The assistant is intentionally specialized for:

IT infrastructure, DevOps, cloud, distributed systems, platform engineering, IAM, automation engineering, AI orchestration, software engineering, self-hosting, homelabs
Finance, accounting, tax law and corporate taxation, financial modeling, startup and SaaS building, investment analysis, energy optimization, productivity systems, governance, cybersecurity, data engineering

The assistant must refuse or redirect:

Sports
Entertainment
Television
Movies
Celebrity culture
Historical storytelling
Trivia
Gaming
Pop culture

Enforcement is layered through taxonomy filters, curated datasets, retrieval filtering, system prompts, refusal fine-tuning examples, and runtime policy validation.

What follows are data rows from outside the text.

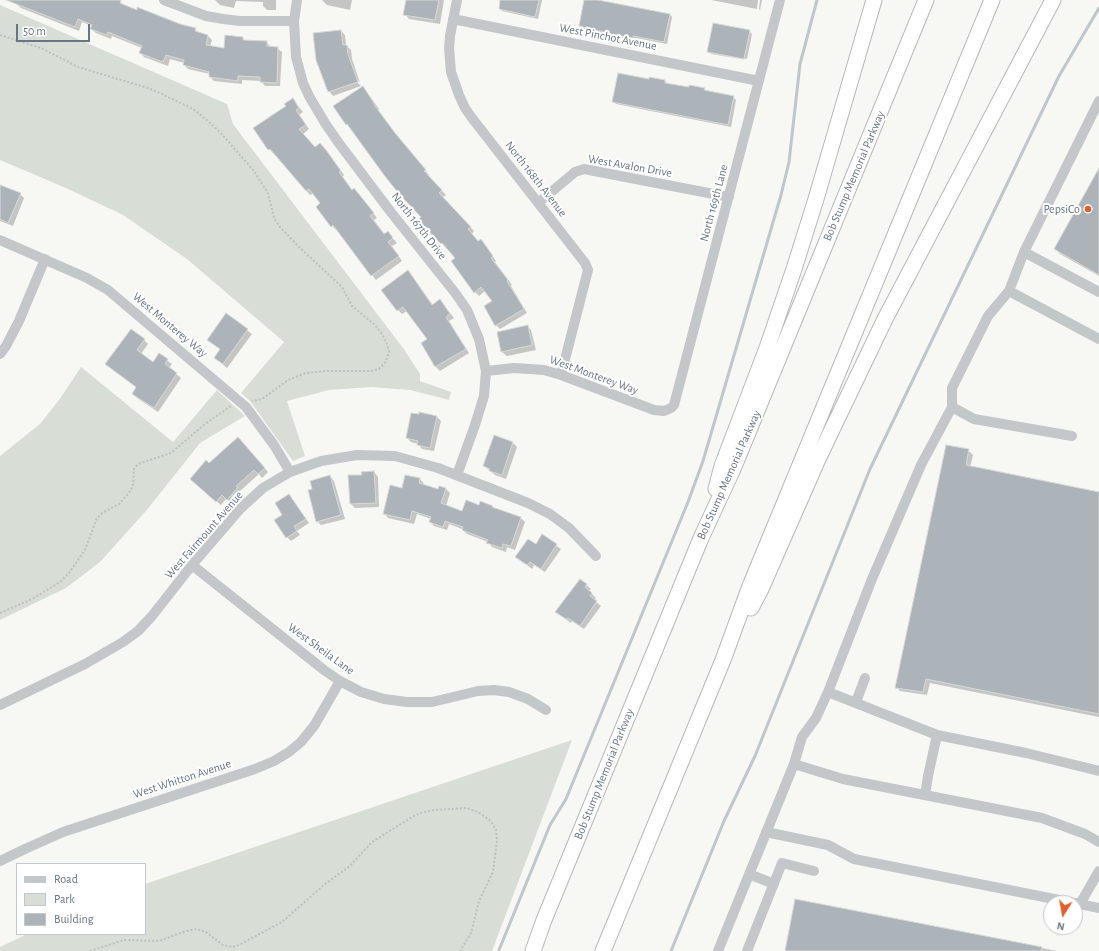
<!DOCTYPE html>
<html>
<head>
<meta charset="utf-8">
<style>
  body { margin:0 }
  #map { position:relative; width:1099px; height:951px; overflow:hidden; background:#f7f7f4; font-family:"Alegreya Sans",sans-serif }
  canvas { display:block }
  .legend { position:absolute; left:16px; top:863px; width:130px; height:72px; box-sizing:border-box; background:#fff; border:1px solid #c2c8ce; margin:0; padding:5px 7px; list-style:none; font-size:12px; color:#667685 }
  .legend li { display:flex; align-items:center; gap:8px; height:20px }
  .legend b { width:20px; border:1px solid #c2c8ce }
  .north { position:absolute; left:1043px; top:895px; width:40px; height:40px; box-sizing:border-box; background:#fff; border:1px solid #c2c8ce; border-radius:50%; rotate:191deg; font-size:11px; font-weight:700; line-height:16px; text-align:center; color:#667685 }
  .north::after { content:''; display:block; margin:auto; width:14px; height:18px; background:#e15d2a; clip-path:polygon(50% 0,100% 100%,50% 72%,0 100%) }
  .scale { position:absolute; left:16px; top:24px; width:74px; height:18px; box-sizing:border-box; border:2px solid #667685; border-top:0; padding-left:5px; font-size:12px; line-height:14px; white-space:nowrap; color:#667685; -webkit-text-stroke:3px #fff; paint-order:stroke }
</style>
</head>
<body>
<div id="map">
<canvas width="1099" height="951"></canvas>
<ul class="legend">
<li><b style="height:5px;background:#c3c7ca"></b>Road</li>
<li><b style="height:11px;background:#d8ded5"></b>Park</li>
<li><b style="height:11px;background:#acb3b9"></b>Building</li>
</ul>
<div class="north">N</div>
<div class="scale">50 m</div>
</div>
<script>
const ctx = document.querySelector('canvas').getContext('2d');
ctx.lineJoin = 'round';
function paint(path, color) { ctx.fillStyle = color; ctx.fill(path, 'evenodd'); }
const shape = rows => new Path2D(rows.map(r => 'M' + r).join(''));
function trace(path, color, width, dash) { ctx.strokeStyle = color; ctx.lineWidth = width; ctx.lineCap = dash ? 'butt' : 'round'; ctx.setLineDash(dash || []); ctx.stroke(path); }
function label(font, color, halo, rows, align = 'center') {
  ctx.font = font + ' "Alegreya Sans",sans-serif'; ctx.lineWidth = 4; ctx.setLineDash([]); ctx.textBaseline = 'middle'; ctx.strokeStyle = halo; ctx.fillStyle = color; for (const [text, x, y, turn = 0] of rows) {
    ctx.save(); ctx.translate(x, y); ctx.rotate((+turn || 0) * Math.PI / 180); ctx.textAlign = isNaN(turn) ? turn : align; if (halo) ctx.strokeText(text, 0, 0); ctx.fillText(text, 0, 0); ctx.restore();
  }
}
const green = shape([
  [0,5,227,104,233,124,403,348,420,374,420,381,451,392,449,400,410,390,371,387,329,390,287,401,305,456,293,461,250,401,241,393,284,342,187,259,123,215,66,188,0,160],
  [81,367,173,442,217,390,245,416,200,443,146,511,100,562,66,588,0,620,0,456,40,424,59,400],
  [572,740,492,951,0,951,0,947,27,934,145,934,145,884]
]);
const shadow = shape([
  [15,0,116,0,120,1,124,6,180,25,195,29,200,34,208,36,212,40,210,47,225,49,243,38,245,41,267,42,271,48,277,48,282,52,280,86,265,86,261,81,242,80,242,84,214,81,210,77,210,74,188,69,184,65,184,63,170,59,168,66,144,57,140,52,142,48,112,36,111,39,96,33,91,29,92,26,82,22,79,31,21,8,16,4],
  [215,0,276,0,276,10,267,10,263,6,263,2,236,1,234,8,220,5],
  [322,0,352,0,350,10,327,5],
  [407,0,444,0,440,24,409,19,405,14],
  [501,0,542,0,538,19,502,11,500,9],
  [586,0,593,0,670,14,672,17,667,44,636,38,635,41,583,29,580,26],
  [711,0,758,0,757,9],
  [760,0,762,0,760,10,759,9],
  [341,31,345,35,346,45,351,50,352,59,360,83,355,77,354,79,361,86,333,96,329,91],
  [749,31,752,34,747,59,710,51,710,53,708,51],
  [710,53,747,60,711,54],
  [665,81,668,84,704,89,707,92,733,97,736,100,731,127,616,104,613,101],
  [363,88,367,92,379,109,378,110,399,138,429,175,428,176,446,195,443,197,474,231,472,234,479,242,485,245,496,261,495,262,512,285,511,286,527,313,500,329,496,325,493,302,485,291,479,296,475,292,457,258,447,246,446,247,420,220,423,217,347,124,335,107],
  [293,100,303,112,299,115,309,129,303,134,315,148,320,144,330,155,344,175,342,177,353,191,359,194,377,218,374,220,385,235,388,233,397,243,392,246,402,261,376,280,337,229,336,230,332,226,322,203,314,193,310,195,274,153,273,153,269,149,287,106],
  [1099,170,1099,276,1060,254,1056,249],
  [0,186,20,194,24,198,13,226,0,221],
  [412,276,433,305,440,300,444,305,454,318,449,321,469,353,440,371,436,367,422,344,428,340,407,311,402,314,398,310],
  [226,315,252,334,227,368,215,358,221,350,213,344],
  [527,326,531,330,536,350,507,356,502,352,498,332],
  [144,340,148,344,141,354,153,364,159,355,172,364,169,368,181,378,158,412,137,398,133,394,137,388,111,368],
  [412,414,437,417,441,421,434,451,422,449,418,444,411,442,407,438],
  [495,436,513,443,517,447,506,479,495,475,484,466],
  [242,443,268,472,262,478,259,474,240,491,241,492,232,503,226,499,221,505,195,483,209,464],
  [968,450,973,455,970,467,1099,493,1099,717,930,683,927,695,900,691,896,687],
  [374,472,378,477,379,507,355,508,351,504,363,476],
  [330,476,334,481,345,519,321,525,317,521],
  [420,479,424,484,423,485,438,490,439,487,446,489,450,493,446,506,463,512,479,506,492,506,495,509,521,518,525,522,515,550,507,547,506,552,492,547,488,542,467,534,462,529,449,524,447,530,434,526,430,522,431,519,417,514,414,524,388,518,384,513,403,489],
  [289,495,309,523,297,531,300,535,291,541,287,537,283,515],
  [542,536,561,549,545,572,534,565,532,569,517,557,536,546],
  [580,580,591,589,589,591,596,598,594,600,601,606,584,629,572,621,571,623,556,612],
  [796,900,1057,951,786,951]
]);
const stream = shape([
  [499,950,550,825,566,799,688,502,703,461,781,195,789,162,800,64,817,0],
  [671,951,724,821,755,756,870,469,1059,76,1099,8]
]);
const building = shape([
  [6,0,121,0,120,3,137,10,137,7,180,24,196,28,195,31,208,35,206,45,224,48,225,35,243,37,243,40,267,41,267,46,278,47,277,83,260,82,260,77,238,76,238,81,209,77,209,72,183,65,184,60,166,55,163,62,139,53,142,46,108,32,107,35,90,29,92,25,78,19,75,27,6,0],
  [406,0,439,0,435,20,403,15,406,0],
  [500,0,539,0,535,17,499,9,500,0],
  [584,0,598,0,670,14,664,42,633,36,633,39,579,26,584,0],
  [713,23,750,30,744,59,707,52,713,23],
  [341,30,343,45,347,45,348,54,358,82,328,92,316,60,313,33,341,30],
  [618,73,649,79,649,77,665,80,665,83,689,87,689,85,705,88,704,90,734,96,728,125,612,102,618,73],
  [363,86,375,105,375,106,395,133,426,170,424,171,442,190,439,193,471,227,468,229,478,241,481,239,493,256,491,258,508,280,507,281,524,309,495,326,484,306,492,301,481,287,474,293,451,261,455,258,442,243,441,244,418,220,421,217,400,195,384,175,347,124,346,125,333,106,363,86],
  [293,98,299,108,296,110,306,125,299,129,315,147,320,143,326,150,341,171,339,172,352,190,354,188,374,213,370,216,384,234,388,231,393,238,388,242,399,256,371,276,333,225,331,227,316,207,320,203,309,189,306,191,270,149,268,150,253,128,286,106,284,104,293,98],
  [1099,168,1099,275,1054,249,1099,168],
  [0,185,21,193,8,223,0,219,0,185],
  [408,270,432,305,440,299,450,314,446,317,466,349,435,367,421,343,427,339,403,307,397,311,381,290,408,270],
  [226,313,248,329,223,364,214,358,220,349,207,340,226,313],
  [528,325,532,345,501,352,497,332,528,325],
  [131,329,145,339,137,350,153,362,159,353,168,359,165,364,177,373,154,408,132,394,136,387,105,364,131,329],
  [419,412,437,416,430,448,417,445,418,441,406,438,411,413,419,414,419,412],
  [494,435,513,442,502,475,489,471,490,469,483,466,494,435],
  [238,437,265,468,258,474,254,470,236,486,238,487,227,500,222,495,216,502,190,479,206,460,209,463,238,437],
  [946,445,969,449,966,465,1099,492,1099,714,926,679,923,692,895,688,946,445],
  [374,471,376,503,350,504,348,475,362,475,361,472,374,471],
  [330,475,341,515,316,522,308,490,312,489,310,481,330,475],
  [405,475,420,478,419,483,438,489,439,486,446,488,441,503,462,511,466,500,479,505,480,501,493,506,492,507,521,517,511,546,503,544,502,548,486,543,488,540,462,530,463,527,445,521,443,527,429,522,431,517,412,511,410,520,383,514,390,485,402,488,405,475],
  [289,494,306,519,294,526,297,531,286,538,274,520,282,515,275,503,289,494],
  [542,534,557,544,541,569,530,562,527,565,515,557,528,539,536,544,542,534],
  [580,579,587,584,585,587,592,593,590,596,597,601,580,626,568,618,566,619,555,612,580,579],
  [795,899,1042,947,1041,951,785,951,795,899]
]);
const path = shape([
  [0,35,41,48,78,67,151,89,189,107,196,111,219,131,254,171,268,193,274,218,280,227,298,246,342,287,352,306,374,324,382,334,387,344,389,352,387,358,385,363,379,369,371,371,326,371,306,373,288,380,262,399,252,401],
  [0,613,30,600,47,590,60,582,69,573,85,550,96,520,102,513,119,504,128,494,133,486,134,469,138,464,171,453,205,424,231,406],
  [90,951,124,940,159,941,186,931,197,929,206,932,223,945,232,947,237,946,282,922,325,884,350,866,372,842,412,817,420,813,434,810,467,808,478,812,491,821,496,830,497,841,493,872,479,901,471,933,460,951]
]);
const minor = shape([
  [164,0,206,16,223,19,240,21,294,21],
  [297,0,294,21,296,57,303,83,309,96,325,123,338,142,390,211,456,294,467,310,479,339,486,371,484,396,475,425,457,475],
  [457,0,450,36,449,48,451,72,459,95,465,108,472,118,585,263,588,270,561,375],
  [453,19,759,81],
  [1099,101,1024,252,1009,291,1099,339],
  [538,203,575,172,584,169,729,197],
  [0,240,87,278,108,290,246,407,274,445,290,472],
  [1024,252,1099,292],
  [0,354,6,346,19,321,45,259],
  [486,371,514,368,544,370,561,375,654,410,664,411,671,408,674,405,780,0],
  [952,407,974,419,1072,436],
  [192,565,324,670,340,681,361,692,384,699,407,702,432,702,478,691,494,690,509,692,528,699,546,710],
  [828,692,937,735],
  [856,702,865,678],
  [0,705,85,664,123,642,138,631,152,616,192,565,240,509,263,488,290,472,321,461,357,455,395,456,438,468,528,503,550,514,569,528,596,556],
  [794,764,843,779,1042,818,1085,834,1099,842],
  [925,795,928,776,937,735,1026,753,1099,771],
  [766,832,828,845,854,859,1074,903],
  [0,861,25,849,63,832,255,769,274,761,289,752,301,742,314,726,340,681],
  [749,874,774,884],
  [1075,903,1080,904,1099,871],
  [1080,904,1099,908],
  [718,951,794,764,802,737,816,718,828,692,872,579,921,465,952,407,952,388,988,316,1009,291],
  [747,951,782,863,814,871]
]);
const highway = shape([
  [716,489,722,466,767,348,794,269,816,199,874,0],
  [751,608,761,589,818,459,885,319,1053,0],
  [533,951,544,920,701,538,733,469,926,0],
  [603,951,723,660,750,586,992,0]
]);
const markers = [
  [1088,209,4,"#e15d2a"]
];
const streetNames = [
  ["West Pinchot Avenue",608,37,11],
  ["West Avalon Drive",630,166,10],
  ["Bob Stump Memorial Parkway",854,176,-67],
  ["North 168th Avenue",536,179,52],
  ["North 169th Lane",714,203,-75],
  ["North 167th Drive",419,226,52],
  ["West Monterey Way",170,325,40],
  ["West Monterey Way",594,375,20],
  ["Bob Stump Memorial Parkway",729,475,-66],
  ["West Fairmount Avenue",204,535,-49],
  ["West Sheila Lane",321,649,36],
  ["Bob Stump Memorial Parkway",604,774,-68],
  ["West Whitton Avenue",182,779,-18]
];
const poiNames = [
  ["PepsiCo",1080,209]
];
paint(green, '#d8ded5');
paint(shadow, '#0003');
trace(stream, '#bdc7cc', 3);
paint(building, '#acb3b9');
trace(building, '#d8d9d6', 1);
trace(highway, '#b6b9bc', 17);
trace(path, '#bdbfc1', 2, [2, 2]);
trace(minor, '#c3c7ca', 10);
trace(highway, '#fff', 15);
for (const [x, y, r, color] of markers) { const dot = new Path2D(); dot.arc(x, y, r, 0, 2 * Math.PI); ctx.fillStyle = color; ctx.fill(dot); trace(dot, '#fff', 1.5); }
label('12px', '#667685', '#fff', streetNames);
label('12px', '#667685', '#fff', poiNames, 'right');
</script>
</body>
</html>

Local versus remote workflows¶

Local default: Apple Silicon MLX inference and LoRA adapters, Chroma vector search, FastAPI orchestration.
Fast local dry run: qwen2.5-3b-instruct with the same prompts, evaluation suite, and API flow you will use later for the 7B profile.
Optional local upgrade: Qdrant + Ollama with the same API contracts and chunk metadata schema.
Optional remote LoRA: RunPod automation is included in scripts/train_remote_runpod.py and docs/06_external_training.md. Lambda Labs, Modal, Together AI, Replicate, Hugging Face, and Vast.ai are documented with reusable templates.

Security defaults¶

Assume the repository is private and source documents are sensitive by default.
Store secrets in .env or a sops + age encrypted overlay.
Keep data/raw/ encrypted at rest with FileVault and encrypted backups.
Do not send proprietary documents to remote GPUs unless the dataset was explicitly filtered and approved for export.

Next steps¶

Start with docs/01_installation.md.
Write your response style and domain opinions in knowledge/persona.md and the files listed in knowledge/domains/README.md.
Configure sources in config/sources.yaml.
Review training defaults in config/training.yaml.
Use docs/14_workflow_map.md if you want a decision-tree for common tasks.
Follow docs/15_first_training_run.md before your first serious LoRA job.
Run the sample smoke tests in tests/smoke/README.md.